On March 7, a year ago, in this space I called for "A New Boston Tea Party." Though I hadn't heard anybody else proposing it, I soon learned that others were spontaneously and independently calling for the same thing. In a matter of weeks, there were local and regional demonstrations all over the country, hundreds of thousands of American citizens crying loudly, like Peter Finch in the movie "Network," "We're mad as hell, and we're not going to allow this administration to ruin our lives, to take over the country and tell us what we can and can't say!"
I don't think there has been a phenomenon like this "Tea Party Movement" since the first one in 1773, the one that keynoted the looming American Revolution. What liberals and party bosses and jaded people in the media can't seem to comprehend is that nobody started this, nobody organized this, no secret big money funded it, and nobody is orchestrating it now!
Just today, before I sat down to write this, I saw Anderson Cooper on CNN and Bill O'Reilly on Fox trying to figure it out … and missing the point entirely. Anderson, a very smart man, was asking Ron Paul why "the tea party hasn't endorsed your son, running for Congress?" I didn't wait to hear Paul's answer, but I was laughing at Cooper's lack of understanding of the "tea party" itself. It's not an organization, a political "party"; there are no paid flacks laying out strategies in a back room, painting signs for out-of-work folks to parade in public places, hardly knowing what the slogans are about. It's not a long planned, well laid out agenda aimed at toppling some party or promoting another – or even creating a new one.
Bill O'Reilly was expressing his concern to Sarah Palin that the New York Times was painting the whole thing as a revolt of "extremists," just a fringe thing that would soon be written off, discounted and forgotten. He was asking Sarah what she thought, and how the "few kooks and loonies you can find in any movement," as he put it, could be silenced and kept from making the whole tea-party thing look loony and irresponsible.
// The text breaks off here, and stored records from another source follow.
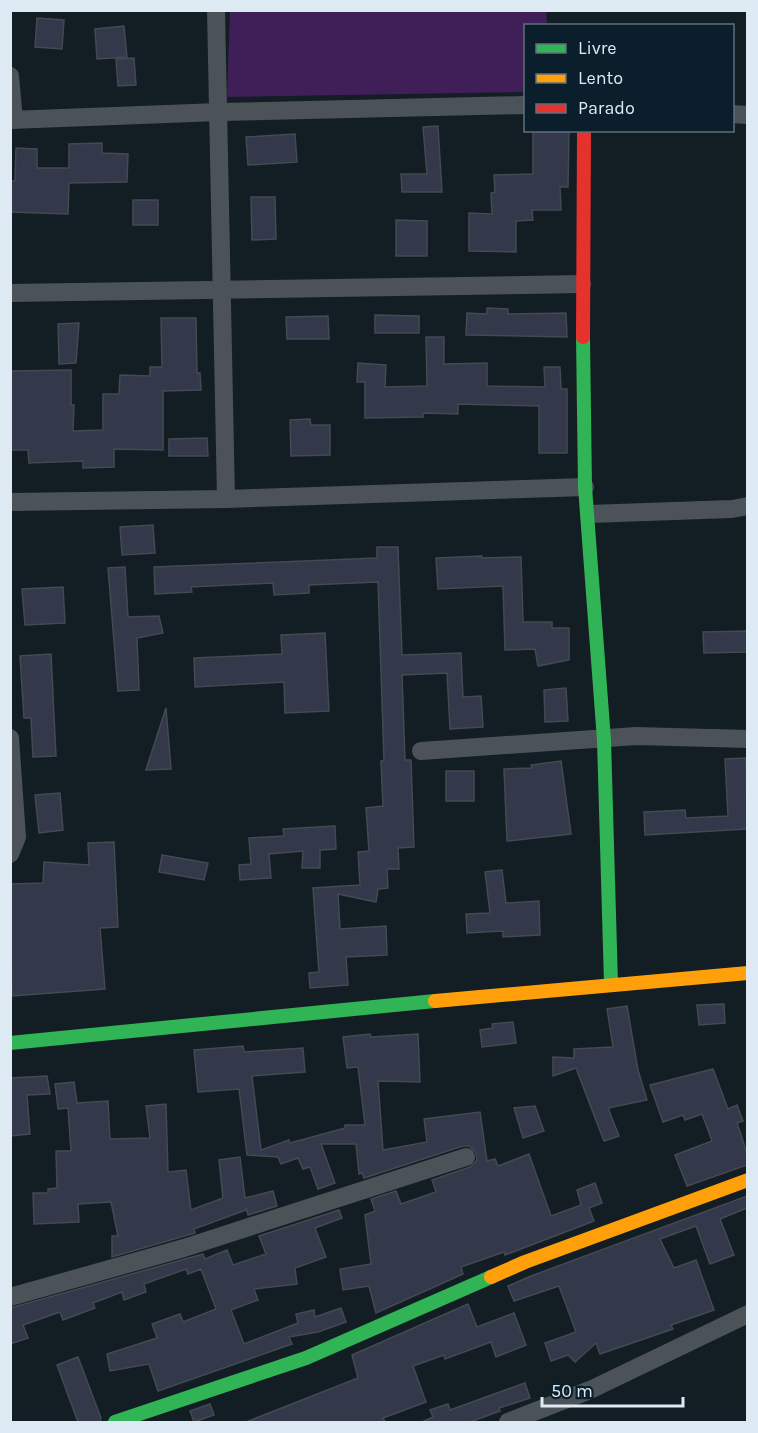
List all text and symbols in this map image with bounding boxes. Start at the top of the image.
legend [524,24,734,132]
text: Livre [578,37,617,59]
text: Lento [578,67,623,89]
text: Parado [578,97,635,119]
scale bar [542,1370,683,1408]
text: 50 m [551,1380,593,1402]

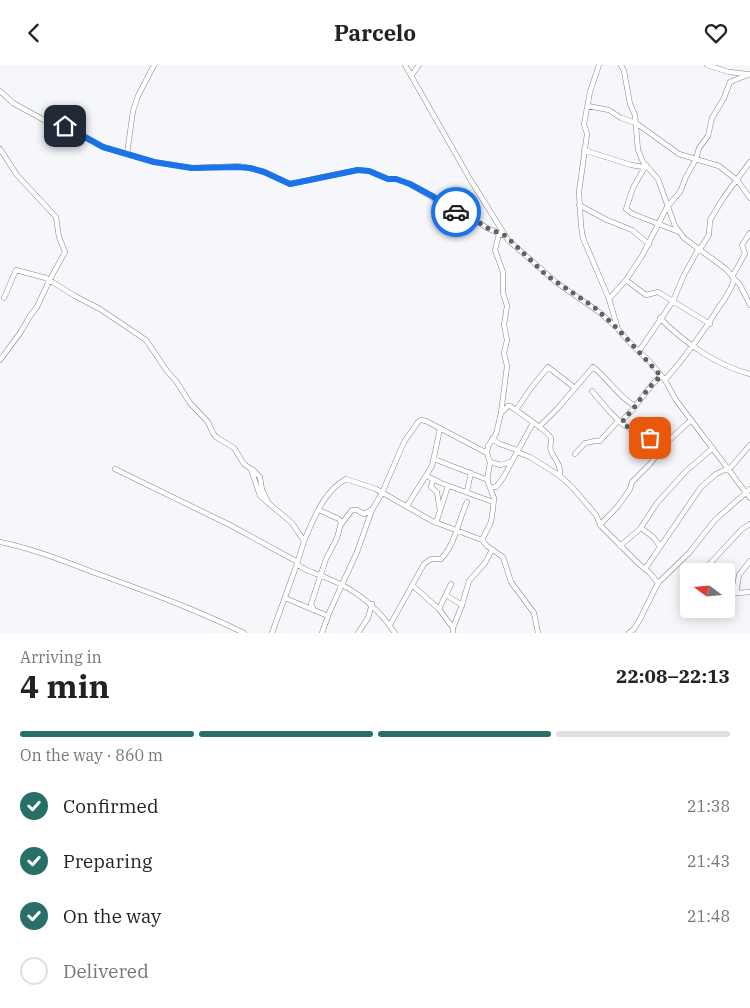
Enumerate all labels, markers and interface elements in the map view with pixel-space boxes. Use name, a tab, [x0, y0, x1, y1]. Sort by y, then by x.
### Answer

Sarah did a pretty good job of explaining there is no governing authority, nobody presuming to tell the huge, disparate, diverse horde of citizens what they have to say or not say. If some "partners" make controversial signs or take an extreme position on some issue – so be it; they have a right to be heard, too. This is democracy in action, undiluted with political second-guessing, expensive polls or predetermined agendas. This is the people of America speaking out, making their desires clearly known, demanding that their government serve them, not the other way around!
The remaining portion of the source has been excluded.